In the early 20th century, after people realized the pits held fossils, efforts to find and study them took off. Scientists learned that the asphalt had trapped and preserved flora and fauna from the tail end of the last ice age, around 10,000 to 40,000 years earlier. Some fossils were from species that are still alive, like fish and insects, but others were from vanished animals such as mammoths, American camels, saber-toothed tigers, and American lions. The finds have raised questions about what drove certain species to extinction.


Plants and animals are not the only organisms that can become fossils — microbes can fossilize as well. The oldest microbial fossils offer insights into when life began.

In 2012, a group of scientists headed to Greenland, where Earth's oldest known rocks are located, to look for ancient microscopic fossils. Four years later, they announced they had discovered microbe fossils in 3.7-billion-year-old rocks known as stromatolites. An earlier find of stromatolites from Australia was dated at 3.4 billion years old, so this placed the beginning of life more than 200 million years earlier than previously thought.

However, in 2018, another paper posited that the layered structures in Greenland had not been biologically created by microbes, but instead mimicked the appearance of stromatolites because the rocks had been compressed.

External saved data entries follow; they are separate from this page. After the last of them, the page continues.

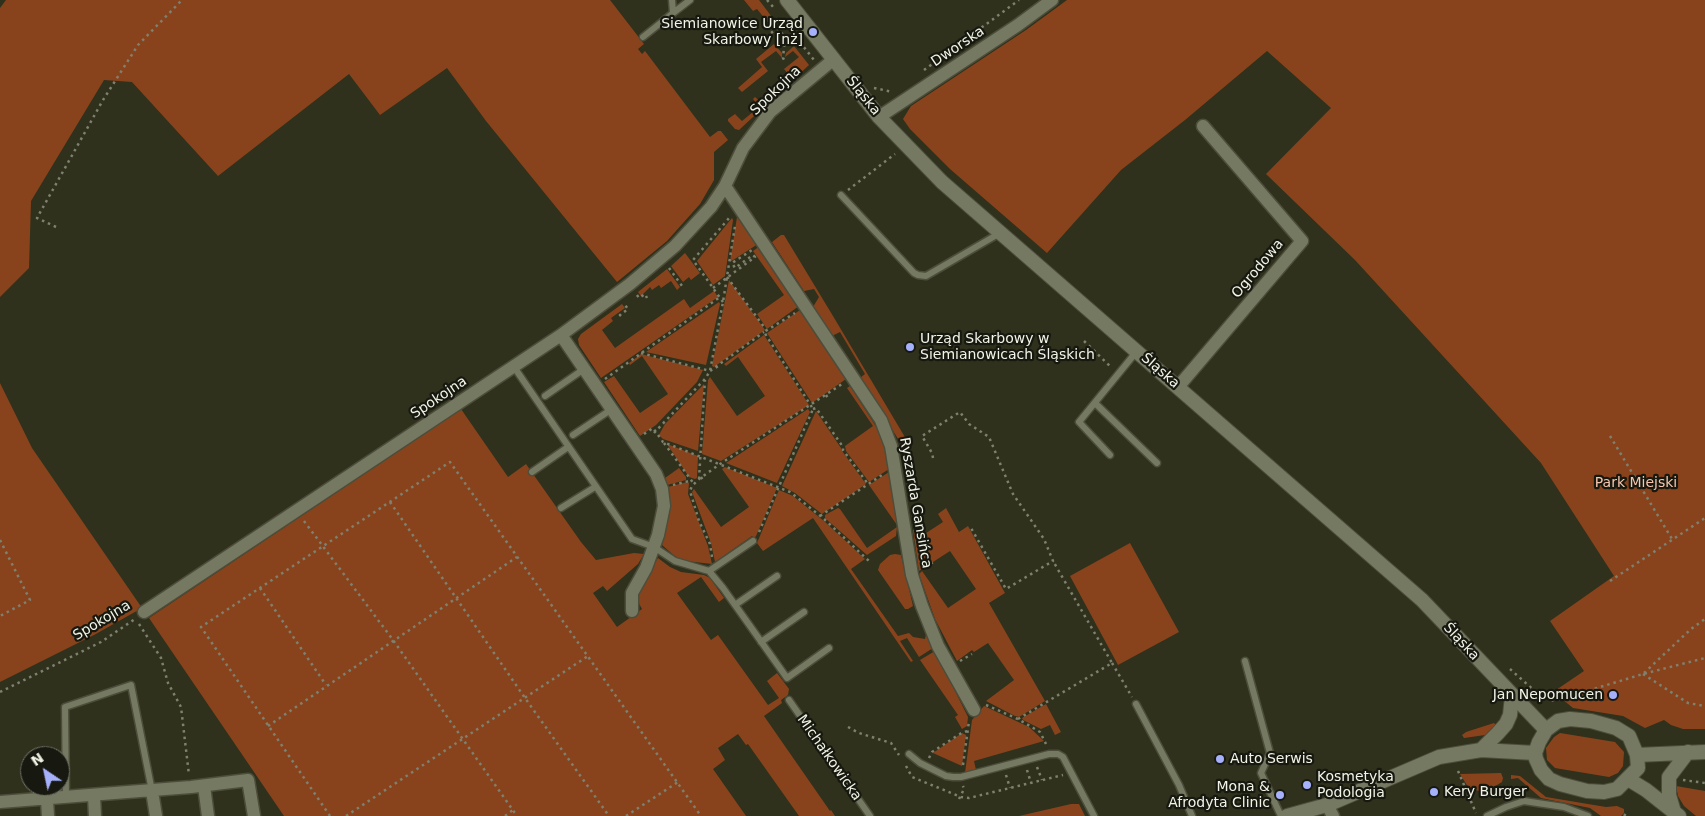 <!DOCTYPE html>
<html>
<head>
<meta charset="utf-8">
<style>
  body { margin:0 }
  #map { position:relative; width:1705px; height:816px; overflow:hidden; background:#2f311c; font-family:"DejaVu Sans",sans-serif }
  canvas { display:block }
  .north { position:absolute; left:20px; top:746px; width:50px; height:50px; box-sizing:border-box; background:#17180f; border:1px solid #6f7065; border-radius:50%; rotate:326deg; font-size:14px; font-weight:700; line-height:20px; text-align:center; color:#f2f4e7 }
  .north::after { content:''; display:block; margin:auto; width:18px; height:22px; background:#a6b1fc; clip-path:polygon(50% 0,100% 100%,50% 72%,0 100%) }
</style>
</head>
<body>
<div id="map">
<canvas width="1705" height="816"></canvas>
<div class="north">N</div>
</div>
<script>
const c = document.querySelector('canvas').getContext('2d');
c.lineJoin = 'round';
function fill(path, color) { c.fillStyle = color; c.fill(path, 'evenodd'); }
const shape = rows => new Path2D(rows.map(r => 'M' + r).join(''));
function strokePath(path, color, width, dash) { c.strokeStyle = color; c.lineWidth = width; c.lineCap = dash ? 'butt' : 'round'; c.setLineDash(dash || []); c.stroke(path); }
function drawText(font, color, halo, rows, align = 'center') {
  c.font = font + ' "DejaVu Sans",sans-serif'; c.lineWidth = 4.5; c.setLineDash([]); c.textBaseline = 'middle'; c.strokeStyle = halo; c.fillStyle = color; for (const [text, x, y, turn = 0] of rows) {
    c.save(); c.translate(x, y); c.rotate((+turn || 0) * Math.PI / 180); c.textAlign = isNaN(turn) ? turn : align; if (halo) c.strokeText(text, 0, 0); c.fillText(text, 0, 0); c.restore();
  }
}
fill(shape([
  [6,0,610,0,644,44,638,49,642,54,645,51,710,137,718,131,721,131,728,140,714,152,714,180,700,204,667,241,617,282,486,121,447,68,380,115,349,74,218,176,132,82,104,80,31,201,29,268,0,297,0,8],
  [744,0,759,0,775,21,770,25,757,9,753,11],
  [1067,0,1705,0,1705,729,1683,729,1671,725,1664,720,1645,728,1623,716,1573,708,1562,699,1556,690,1584,671,1550,621,1614,576,1541,463,1355,260,1266,174,1331,108,1267,51,1185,120,1121,170,1047,253,950,169,910,129,903,119,911,106,1026,30],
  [774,44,782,53,782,58,776,51,761,62,768,71,742,92,738,88,762,67,756,59],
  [794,46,809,65,739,130,735,129,728,121,728,119,735,114,742,121,759,107,753,99,755,97,763,104,792,79,784,69,799,57,793,51,785,57,786,53],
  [737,217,758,244,730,262],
  [732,218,733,220,725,276,713,285,697,261],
  [781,235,784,235,833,316,909,444,903,446,900,442,860,378,865,374,840,332,832,336,813,307,819,297,814,289,804,291,772,242],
  [760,246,799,306,767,329,757,314,784,295,753,251],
  [685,253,700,273,691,280,689,277,683,282,671,266],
  [667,269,680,287,677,290,671,281,661,288,659,285,652,290,650,287,641,296,638,292],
  [729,280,765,330,714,367,712,366],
  [714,291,718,297,601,378,579,345,578,339,581,334,622,304,625,308,611,318,613,321,602,330,615,348,684,299,690,308],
  [719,302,720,304,706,365,646,352],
  [800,310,846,379,812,403,767,333],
  [764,335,809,405,721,461,702,454,708,380,710,377,737,416,765,396,738,357,726,366,724,364],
  [641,354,703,370,697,382,656,425,640,436,604,382,614,376,640,413,668,394,642,356,630,365,629,363],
  [0,383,32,448,142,608,94,635,0,682],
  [704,384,698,451,663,439,659,435,665,424],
  [850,386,882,436,889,469,869,482,846,451,845,446,873,426,847,388],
  [461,409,508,477,526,464,581,542,596,560,634,553,644,554,638,564,607,591,603,586,593,593,617,627,642,609,636,598,649,572,658,558,670,567,681,572,704,575,710,578,724,598,719,602,701,577,677,593,711,640,718,635,768,705,779,698,767,681,777,673,789,689,788,695,781,700,782,703,764,716,830,811,831,810,835,816,799,816,748,744,746,745,738,734,718,748,725,760,713,769,746,816,284,816,149,618],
  [808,409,810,412,777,483,726,463],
  [816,411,841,448,842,451,866,484,822,514,795,493,782,486],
  [667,444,698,456,697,478,695,479,689,477],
  [725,467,777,488,756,536,754,538,752,536,715,562,711,543,692,492,694,489,721,527,749,507,722,469],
  [679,468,686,477,686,480,667,485,665,478],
  [889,472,897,525,869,485],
  [687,482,689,483,688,494,708,546,712,564,686,561,677,558,662,545,667,525,668,487],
  [779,490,793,496,824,521,865,559,851,569,898,636,909,633,913,637,925,639,926,634,933,648,919,657,907,638,900,641,913,661,911,662,813,518,763,551,757,543],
  [838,508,840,509,867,548,897,527,896,536,867,555,825,518,825,515],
  [946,508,959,532,968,526,1005,593,989,603,1045,701,1019,717,1015,716,986,701,1014,680,988,643,974,652,972,650,957,661,935,619,919,574,922,571,948,608,976,589,950,551,919,571,913,530,915,529,920,537,943,522,938,514],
  [1130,543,1179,632,1118,665,1070,576],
  [895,554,901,555,913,606,908,609,905,609,878,570,880,564,890,555],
  [935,651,968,717,967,726,962,729,955,717,958,715,920,660],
  [1046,704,1061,732,1055,735,1050,725,1041,729,1023,720,1022,718],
  [984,706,1029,727,1044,741,974,761,976,770,965,773,972,720],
  [1494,723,1497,726,1485,735,1464,738,1462,735,1466,732],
  [962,733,966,735,962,766,933,753],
  [1560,733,1615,742,1624,752,1623,766,1618,773,1609,777,1555,768,1547,760,1546,748,1554,737],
  [1501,773,1503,778,1502,782,1484,793,1468,787,1460,774],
  [1511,775,1520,776,1546,797,1606,807,1617,806,1624,809,1624,813,1621,816,1601,816,1590,808,1541,798,1518,778,1511,779],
  [1676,786,1705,791,1705,816,1696,816,1684,806,1678,796],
  [1071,804,1079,804,1085,816,1019,816]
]), '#89431c');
const service = shape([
  [673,13,690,0],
  [643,37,673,13,672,0],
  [841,195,914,273,918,275,926,276,1000,233],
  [514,367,632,539,654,547,675,561,709,571,723,588,787,678,829,648],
  [545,396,584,369],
  [1095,403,1157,463],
  [573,435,612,409],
  [1110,455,1079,422,1137,351],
  [532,472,568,447],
  [561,508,595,487],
  [709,571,753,541],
  [735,605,777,576],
  [761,642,804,612],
  [1245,661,1270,753,1261,773,1281,816],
  [789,700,870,816],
  [1136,704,1179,785,1192,816],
  [909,754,920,763,946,776,953,777,961,777,1049,754,1058,754,1063,757,1094,816],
  [66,798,65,707,131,685,152,791],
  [1487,816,1506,807,1524,801,1564,807,1588,816]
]);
const minor = shape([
  [879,117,1018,25,1052,0],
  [725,186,881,420,891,446,912,575,922,606,938,646,974,710],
  [561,335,656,474,662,489,664,506,658,535,646,568,632,593,632,611],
  [1178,387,1302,241,1203,126],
  [144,612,561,335,630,284,675,246,711,207,725,186,743,148,770,112,834,59],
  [204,786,208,816],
  [152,791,156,816],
  [94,796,95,816],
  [47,800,48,816],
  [0,802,191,787,248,780,254,816],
  [1327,805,1333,816]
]);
const tertiary = shape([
  [1481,750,1498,733,1506,724,1510,715,1512,696],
  [1637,755,1705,752],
  [1674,812,1669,795,1669,777,1688,752],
  [1287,816,1327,805,1439,757,1481,750,1535,753]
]);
const secondary = shape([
  [787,0,879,117,942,182,1422,600,1546,730],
  [1570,719,1591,721,1616,728,1629,736,1637,755,1638,768,1617,789,1604,792,1587,791,1560,784,1549,779,1541,770,1536,759,1535,753,1539,742,1546,730,1558,721,1570,719],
  [1628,779,1646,790,1679,816]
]);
strokePath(service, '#4c4e3b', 9);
strokePath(minor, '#4c4e3b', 15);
strokePath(tertiary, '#4c4e3b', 16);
strokePath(secondary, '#4c4e3b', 16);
strokePath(shape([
  [767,0,774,8],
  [777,28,785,37,783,58,786,63],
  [771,33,785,22],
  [796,37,814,60],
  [924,70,1019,0],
  [874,88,893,92],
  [848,190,895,154],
  [56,227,37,218,103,100,138,45,182,0],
  [669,268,682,286],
  [727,277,767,331],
  [713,288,755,257,753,255,735,268,732,263,752,250],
  [637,295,639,298,645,294,647,298],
  [723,302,693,260,730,217],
  [621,316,620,315,628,309,625,305],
  [1084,341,1112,368],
  [641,353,710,371,764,332],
  [716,366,719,370],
  [605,379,720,297],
  [826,395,829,400],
  [813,409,816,408,843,447,843,450,868,484],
  [654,433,705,379,710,371,723,302,735,226],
  [644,434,653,428,663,442,790,492,823,518,870,562],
  [1610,436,1672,539],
  [664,443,694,484],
  [933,458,932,453,922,436,960,412,969,424,989,437,1013,494,1044,539,1053,561,1006,589,971,528],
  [701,477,704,482],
  [699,479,705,380],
  [673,485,689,481],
  [390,502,525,698,609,816],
  [820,516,882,475],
  [304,521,393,640,517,816],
  [759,532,813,409,764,332,795,313],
  [0,540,30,600,0,616],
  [712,557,710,544,699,521,690,491,692,486,699,479,720,464,842,384],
  [925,567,935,561],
  [1610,581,1705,518],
  [260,588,326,685],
  [139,624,161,658,168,683,181,707,189,775],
  [960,661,972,654],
  [1112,663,1132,697],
  [1510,669,1537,693,1554,701,1643,674,1705,658],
  [1644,673,1691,629,1705,619],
  [1643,674,1688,703,1705,706],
  [0,692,101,642,135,619],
  [986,705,1018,719,1040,732,1046,744],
  [1018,719,1112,663,1053,561],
  [268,726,517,557],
  [848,727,859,733,891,743,899,755],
  [929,758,932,752,963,732,968,731],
  [963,765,969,721],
  [906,766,912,777,961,797,969,798,1063,775],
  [1037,767,1042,780],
  [1027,770,1031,783],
  [1458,771,1476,813],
  [1006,775,1010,788],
  [1683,780,1705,783],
  [959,799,964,789,963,786],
  [330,816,201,627,450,462,701,816],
  [346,816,588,656],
  [505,816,513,810],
  [626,816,678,782],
  [1624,816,1628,811]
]), '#7f816f', 2.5, [2.5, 4]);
strokePath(service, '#767961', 6);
strokePath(minor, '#767961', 12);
strokePath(tertiary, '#767961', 14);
strokePath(secondary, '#767961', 14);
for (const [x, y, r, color] of [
  [813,32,5,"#a6b1fc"],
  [910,347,5,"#a6b1fc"],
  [1613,695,5,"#a6b1fc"],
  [1220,759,5,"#a6b1fc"],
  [1307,785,5,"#a6b1fc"],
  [1434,792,5,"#a6b1fc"],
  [1280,795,5,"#a6b1fc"]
]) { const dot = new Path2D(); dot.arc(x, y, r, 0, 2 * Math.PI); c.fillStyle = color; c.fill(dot); strokePath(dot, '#17180f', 2); }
drawText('14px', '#f2f4e7', '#17180f', [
  ["Siemianowice Urząd",803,24,"right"],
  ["Skarbowy [nż]",803,40,"right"],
  ["Urząd Skarbowy w",920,339],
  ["Siemianowicach Śląskich",920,355],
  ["Jan Nepomucen",1603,695,"right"],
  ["Auto Serwis",1230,759],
  ["Kosmetyka",1317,777],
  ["Podologia",1317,793],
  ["Mona &",1270,787,"right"],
  ["Afrodyta Clinic",1270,803,"right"],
  ["Kery Burger",1444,792]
], 'left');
drawText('14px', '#f2f4e7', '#17180f', [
  ["Dworska",958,47,-34],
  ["Spokojna",776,91,-44],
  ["Śląska",863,96,51],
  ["Ogrodowa",1258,269,-50],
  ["Śląska",1160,371,41],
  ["Spokojna",439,398,-34],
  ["Ryszarda Gansińca",915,503,80],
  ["Spokojna",102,621,-31],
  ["Śląska",1461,642,47],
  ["Michałkowicka",829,758,55]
]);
drawText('14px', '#f6c6af', '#17180f', [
  ["Park Miejski",1636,483]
]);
</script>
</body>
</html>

The debate still continues about the validity of the stromatolites.

Patagotitan Mayorum

A model of Patagotitan mayorum at Field Museum in Chicago.
Credit: Xinhua/ Alamy Stock Photo

In 2008, a man looking for lost sheep in Argentina’s Patagonia region discovered much more than a fluffy animal: an extremely large femur. Excavation began and uncovered partial skeletons, including 100-million-year-old dinosaur fossils, from seven individuals.

In 2017, that species was named Patagotitan mayorum in honor of the region where it was found and the family, Mayo, whose ranch it was on. Scientists believe that Patagotitan mayorum is a species of titanosaurs, the largest terrestrial animal ever to walk the Earth.

Patagotitan mayorum is estimated to have weighed 77 tons. It may have been 130 feet long and 65 feet tall. However, these figures may be overestimated, and without a complete skeleton, definitive answers are elusive.